Paper No. 33-3
Presentation Time: 6:05 PM
GEOLOGIC AND GEOPHYSICAL CHARACTERIZATION OF THE BARTLETT SPRINGS FAULT ZONE (CALIFORNIA): IMPLICATIONS FOR FAULT BEHAVIOR AND EVOLUTION OF A MAJOR STRIKE-SLIP FAULT
We use joint geologic-geophysical mapping and modeling to characterize the structure of the Bartlett Springs fault zone, the easternmost of three major strike-slip faults of the northern San Andreas system. Combining geologic mapping with gravity and magnetic anomalies provides a way to characterize rock types, in particular serpentinite, that promote creep along the fault zone, and thus we can differentiate between geodetic models that assume different depth extents of creep. The fault zone can be divided into two parts according to its magnetic signature at a point about 5 km southeast of Bartlett Springs. Southeast of that point, the fault zone traverses a complicated pattern of magnetic highs (amplitudes up to 700-800 nT and ~15 km wide) sourced primarily from serpentinized ultramafic rocks of the Coast Range ophiolite (unit Jsp). The highs indicate that this part of the fault zone is underlain by extensively more Jsp than is exposed at the surface. Preliminary modeling across the Wilson Valley area indicates that Jsp extends to depths of 10 km on the southwest side of the fault, whereas the northeast side of the fault has Jsp extending to depths of 2-6 km.
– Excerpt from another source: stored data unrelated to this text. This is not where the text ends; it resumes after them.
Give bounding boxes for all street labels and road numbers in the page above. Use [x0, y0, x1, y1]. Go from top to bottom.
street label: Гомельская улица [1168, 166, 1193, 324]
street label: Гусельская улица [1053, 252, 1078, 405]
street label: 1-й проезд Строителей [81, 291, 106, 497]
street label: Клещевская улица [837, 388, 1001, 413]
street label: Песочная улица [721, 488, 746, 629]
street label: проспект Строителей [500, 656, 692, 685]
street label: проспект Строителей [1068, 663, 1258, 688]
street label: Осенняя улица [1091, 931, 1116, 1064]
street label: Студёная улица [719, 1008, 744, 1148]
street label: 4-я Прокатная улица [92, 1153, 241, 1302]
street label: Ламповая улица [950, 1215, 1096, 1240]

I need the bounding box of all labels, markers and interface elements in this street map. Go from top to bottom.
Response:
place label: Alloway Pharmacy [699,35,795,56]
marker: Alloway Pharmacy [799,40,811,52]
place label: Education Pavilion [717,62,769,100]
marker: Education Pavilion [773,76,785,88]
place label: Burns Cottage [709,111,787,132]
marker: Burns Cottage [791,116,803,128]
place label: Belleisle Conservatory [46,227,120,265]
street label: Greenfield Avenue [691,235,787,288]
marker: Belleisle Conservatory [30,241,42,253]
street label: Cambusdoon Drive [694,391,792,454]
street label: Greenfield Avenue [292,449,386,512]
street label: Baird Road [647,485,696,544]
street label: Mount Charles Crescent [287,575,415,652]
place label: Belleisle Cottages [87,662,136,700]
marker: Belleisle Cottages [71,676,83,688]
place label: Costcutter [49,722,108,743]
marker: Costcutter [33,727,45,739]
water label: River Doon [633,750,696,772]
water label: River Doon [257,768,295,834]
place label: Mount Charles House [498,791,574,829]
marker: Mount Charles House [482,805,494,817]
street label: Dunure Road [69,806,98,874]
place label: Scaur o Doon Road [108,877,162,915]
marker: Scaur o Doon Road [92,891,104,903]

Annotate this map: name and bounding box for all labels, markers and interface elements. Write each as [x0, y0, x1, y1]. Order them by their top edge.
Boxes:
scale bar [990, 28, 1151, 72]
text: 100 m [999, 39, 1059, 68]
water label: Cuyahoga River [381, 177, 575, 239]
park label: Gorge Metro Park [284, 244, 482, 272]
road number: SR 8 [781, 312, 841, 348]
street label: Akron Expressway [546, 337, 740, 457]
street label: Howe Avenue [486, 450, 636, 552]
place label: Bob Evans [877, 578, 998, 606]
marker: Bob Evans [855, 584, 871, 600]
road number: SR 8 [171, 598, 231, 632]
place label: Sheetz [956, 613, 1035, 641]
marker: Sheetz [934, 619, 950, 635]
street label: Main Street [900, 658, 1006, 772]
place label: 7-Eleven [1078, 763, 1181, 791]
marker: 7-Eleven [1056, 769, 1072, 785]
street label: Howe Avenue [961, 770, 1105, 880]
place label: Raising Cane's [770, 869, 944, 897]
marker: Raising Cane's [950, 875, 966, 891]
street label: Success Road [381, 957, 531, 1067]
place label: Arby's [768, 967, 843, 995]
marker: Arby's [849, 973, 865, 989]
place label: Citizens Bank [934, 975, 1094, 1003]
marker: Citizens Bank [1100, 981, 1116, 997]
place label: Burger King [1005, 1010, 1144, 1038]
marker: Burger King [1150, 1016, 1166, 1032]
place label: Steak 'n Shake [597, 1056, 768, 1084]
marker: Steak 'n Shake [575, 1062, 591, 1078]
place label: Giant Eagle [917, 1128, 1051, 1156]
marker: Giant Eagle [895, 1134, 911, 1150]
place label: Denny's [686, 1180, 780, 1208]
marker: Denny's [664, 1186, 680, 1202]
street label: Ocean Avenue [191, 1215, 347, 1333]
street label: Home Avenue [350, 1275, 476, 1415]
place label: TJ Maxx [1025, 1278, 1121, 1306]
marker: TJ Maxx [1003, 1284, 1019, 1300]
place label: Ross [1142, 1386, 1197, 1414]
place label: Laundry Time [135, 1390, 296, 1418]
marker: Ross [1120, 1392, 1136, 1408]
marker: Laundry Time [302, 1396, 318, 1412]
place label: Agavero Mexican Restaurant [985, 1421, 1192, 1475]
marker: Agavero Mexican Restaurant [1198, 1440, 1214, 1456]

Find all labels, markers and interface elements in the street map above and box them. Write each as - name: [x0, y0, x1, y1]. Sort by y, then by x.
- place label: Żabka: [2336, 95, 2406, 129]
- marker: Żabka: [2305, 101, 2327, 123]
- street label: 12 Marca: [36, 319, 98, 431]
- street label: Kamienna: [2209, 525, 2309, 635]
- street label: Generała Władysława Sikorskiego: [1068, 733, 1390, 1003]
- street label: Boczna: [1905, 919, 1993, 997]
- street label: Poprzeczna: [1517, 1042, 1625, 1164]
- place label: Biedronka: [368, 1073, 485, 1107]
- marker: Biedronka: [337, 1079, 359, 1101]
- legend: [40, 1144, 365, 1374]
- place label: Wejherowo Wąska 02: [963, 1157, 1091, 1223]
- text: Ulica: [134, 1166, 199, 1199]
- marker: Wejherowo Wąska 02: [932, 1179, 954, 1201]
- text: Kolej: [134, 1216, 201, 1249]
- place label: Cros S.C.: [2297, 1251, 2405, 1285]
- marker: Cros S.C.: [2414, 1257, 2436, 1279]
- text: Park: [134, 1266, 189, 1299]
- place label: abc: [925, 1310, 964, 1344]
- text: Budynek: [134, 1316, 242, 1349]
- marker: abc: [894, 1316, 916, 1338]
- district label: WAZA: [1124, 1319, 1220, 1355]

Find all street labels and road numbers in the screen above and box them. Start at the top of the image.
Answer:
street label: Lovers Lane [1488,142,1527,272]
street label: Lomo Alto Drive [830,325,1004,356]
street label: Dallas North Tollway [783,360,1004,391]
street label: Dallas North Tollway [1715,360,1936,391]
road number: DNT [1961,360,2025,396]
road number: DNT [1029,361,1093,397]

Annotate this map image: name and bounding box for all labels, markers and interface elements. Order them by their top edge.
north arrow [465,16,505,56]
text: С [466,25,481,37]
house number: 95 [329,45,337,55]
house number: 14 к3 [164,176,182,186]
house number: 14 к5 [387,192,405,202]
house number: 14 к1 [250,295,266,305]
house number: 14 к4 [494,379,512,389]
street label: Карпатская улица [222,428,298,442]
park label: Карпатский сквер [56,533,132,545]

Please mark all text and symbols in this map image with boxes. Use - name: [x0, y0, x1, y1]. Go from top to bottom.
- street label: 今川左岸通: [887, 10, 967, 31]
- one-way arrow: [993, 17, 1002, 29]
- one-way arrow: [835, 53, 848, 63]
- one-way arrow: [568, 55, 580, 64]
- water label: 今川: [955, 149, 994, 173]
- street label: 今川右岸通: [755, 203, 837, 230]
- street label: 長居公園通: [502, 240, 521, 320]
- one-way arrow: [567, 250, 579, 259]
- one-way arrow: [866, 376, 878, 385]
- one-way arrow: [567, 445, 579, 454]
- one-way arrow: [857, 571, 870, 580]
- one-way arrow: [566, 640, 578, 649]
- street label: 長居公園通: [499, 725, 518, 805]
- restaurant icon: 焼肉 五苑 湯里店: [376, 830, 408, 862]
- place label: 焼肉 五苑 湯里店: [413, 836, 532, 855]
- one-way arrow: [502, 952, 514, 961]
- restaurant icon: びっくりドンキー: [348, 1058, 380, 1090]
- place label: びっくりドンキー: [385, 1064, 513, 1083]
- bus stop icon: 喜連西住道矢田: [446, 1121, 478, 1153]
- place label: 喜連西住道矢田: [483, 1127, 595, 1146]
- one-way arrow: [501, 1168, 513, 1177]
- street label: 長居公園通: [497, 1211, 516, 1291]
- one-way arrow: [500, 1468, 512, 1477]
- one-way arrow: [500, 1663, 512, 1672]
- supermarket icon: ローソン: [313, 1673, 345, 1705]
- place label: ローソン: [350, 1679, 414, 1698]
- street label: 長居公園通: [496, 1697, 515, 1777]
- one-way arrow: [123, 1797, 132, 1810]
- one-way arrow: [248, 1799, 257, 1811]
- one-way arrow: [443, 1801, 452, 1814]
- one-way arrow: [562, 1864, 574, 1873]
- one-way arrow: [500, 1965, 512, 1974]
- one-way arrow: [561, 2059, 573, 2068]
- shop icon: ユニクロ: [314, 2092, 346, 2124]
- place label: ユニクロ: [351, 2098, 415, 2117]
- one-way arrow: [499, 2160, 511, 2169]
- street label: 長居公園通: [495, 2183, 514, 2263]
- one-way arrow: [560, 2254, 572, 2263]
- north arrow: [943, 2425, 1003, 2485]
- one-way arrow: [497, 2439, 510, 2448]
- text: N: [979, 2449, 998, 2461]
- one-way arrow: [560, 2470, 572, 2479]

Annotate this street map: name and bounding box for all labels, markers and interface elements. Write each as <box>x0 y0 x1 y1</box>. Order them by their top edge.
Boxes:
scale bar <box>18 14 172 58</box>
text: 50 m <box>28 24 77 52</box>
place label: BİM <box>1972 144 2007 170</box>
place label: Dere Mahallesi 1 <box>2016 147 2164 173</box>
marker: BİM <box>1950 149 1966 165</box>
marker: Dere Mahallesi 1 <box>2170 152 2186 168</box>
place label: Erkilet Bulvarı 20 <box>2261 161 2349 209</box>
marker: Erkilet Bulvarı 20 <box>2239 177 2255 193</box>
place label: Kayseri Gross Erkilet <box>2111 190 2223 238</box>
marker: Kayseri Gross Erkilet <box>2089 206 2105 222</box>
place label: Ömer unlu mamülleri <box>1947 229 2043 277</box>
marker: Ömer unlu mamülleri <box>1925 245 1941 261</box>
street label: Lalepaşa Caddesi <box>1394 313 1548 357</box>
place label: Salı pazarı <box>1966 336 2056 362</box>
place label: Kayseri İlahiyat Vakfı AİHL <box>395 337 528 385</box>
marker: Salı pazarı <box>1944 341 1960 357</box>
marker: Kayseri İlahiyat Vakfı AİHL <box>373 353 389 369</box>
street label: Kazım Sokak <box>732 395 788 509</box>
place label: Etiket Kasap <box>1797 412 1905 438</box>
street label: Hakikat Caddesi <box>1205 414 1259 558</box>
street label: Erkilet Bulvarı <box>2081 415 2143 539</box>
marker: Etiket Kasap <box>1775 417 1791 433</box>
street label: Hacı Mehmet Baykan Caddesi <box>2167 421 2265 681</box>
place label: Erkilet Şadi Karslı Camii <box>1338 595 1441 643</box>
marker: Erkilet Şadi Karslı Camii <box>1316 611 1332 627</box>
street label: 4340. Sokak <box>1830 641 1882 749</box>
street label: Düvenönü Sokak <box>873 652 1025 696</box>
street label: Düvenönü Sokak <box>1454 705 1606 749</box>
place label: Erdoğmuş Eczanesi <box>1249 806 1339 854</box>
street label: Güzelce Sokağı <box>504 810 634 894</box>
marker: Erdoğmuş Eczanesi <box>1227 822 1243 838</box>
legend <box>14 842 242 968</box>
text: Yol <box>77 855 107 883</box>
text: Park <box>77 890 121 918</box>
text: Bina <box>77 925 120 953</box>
North of Bartlett Springs, the fault is marked by narrower (2-4 km wide), lower-amplitude (100-200 nT) magnetic anomalies, again sourced by Jsp. In many places, the magnetic anomalies are truncated by various strands of the fault zone. Modeling indicates Jsp to depths of about 5 km, except at Lake Pillsbury where Jsp extends from 2 to 11 km depth. Here this deep body may be the source of high-temperature serpentine mineralogy found in fault gouge, in contrast to low-temperature serpentine mineralogy in nearby outcrops of flat-lying ophiolitic mélange. Upward movement of the high-temperature serpentinite may have been facilitated by a releasing step in the fault at Lake Pillsbury. The step in the mapped neotectonic fault strand is about 1 km wide; a coincident gravity low suggests that an older releasing step is up to 3 km wide. In Round Valley (50 km to the northwest), the mapped neotectonic strands make a restraining bend 2 km wide; a gravity low not only is much wider but indicates an older releasing geometry at this location. These relationships suggest that the fault zone may be straightening with increasing offset.